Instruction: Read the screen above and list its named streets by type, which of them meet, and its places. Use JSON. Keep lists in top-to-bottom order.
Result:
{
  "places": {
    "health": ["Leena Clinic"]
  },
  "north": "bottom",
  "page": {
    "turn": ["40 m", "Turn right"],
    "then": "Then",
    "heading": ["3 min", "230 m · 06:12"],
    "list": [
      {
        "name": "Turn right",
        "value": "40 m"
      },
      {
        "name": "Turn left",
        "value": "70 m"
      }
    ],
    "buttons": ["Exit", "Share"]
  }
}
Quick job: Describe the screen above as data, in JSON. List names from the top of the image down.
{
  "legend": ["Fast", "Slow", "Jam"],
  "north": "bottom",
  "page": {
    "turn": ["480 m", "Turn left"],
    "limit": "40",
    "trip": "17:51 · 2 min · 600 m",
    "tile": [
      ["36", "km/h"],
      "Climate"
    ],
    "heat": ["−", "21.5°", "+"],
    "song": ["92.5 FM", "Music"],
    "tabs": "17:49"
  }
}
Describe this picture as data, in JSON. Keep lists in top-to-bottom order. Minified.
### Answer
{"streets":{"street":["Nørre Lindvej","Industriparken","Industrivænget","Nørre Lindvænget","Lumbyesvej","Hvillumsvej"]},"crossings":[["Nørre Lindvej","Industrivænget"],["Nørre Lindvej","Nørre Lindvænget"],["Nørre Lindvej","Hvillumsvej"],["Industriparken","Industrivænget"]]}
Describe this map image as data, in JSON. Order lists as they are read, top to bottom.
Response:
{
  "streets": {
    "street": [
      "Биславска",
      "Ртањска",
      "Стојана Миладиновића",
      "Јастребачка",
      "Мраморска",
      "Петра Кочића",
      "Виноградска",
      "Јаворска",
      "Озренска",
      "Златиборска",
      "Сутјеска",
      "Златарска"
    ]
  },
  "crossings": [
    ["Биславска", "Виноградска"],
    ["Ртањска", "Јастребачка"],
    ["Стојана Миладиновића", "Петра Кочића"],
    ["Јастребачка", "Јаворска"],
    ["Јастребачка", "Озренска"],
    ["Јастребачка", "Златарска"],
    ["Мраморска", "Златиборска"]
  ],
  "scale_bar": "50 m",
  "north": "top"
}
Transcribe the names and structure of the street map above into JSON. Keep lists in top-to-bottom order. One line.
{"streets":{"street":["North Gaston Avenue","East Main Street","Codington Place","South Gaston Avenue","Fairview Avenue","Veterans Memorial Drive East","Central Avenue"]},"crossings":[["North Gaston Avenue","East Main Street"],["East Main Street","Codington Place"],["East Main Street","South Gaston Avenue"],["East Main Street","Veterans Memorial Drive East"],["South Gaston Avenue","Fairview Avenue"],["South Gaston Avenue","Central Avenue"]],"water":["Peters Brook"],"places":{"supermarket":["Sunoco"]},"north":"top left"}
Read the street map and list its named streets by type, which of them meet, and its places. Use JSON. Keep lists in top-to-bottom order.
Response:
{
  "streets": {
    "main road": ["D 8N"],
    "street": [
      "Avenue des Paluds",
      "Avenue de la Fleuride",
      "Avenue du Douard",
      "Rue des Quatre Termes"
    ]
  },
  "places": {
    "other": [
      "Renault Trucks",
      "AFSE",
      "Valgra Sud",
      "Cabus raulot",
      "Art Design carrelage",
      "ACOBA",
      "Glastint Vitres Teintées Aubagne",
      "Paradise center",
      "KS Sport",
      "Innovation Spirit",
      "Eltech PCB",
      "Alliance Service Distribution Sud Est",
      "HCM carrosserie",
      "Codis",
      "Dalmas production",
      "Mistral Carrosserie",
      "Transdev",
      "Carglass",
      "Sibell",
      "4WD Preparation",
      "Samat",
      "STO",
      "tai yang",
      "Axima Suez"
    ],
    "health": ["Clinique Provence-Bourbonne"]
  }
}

(What the exercise asks): Counting only lines that contain the string "type", how many are there in the data above? Give the number alone.

(Result of the task): 2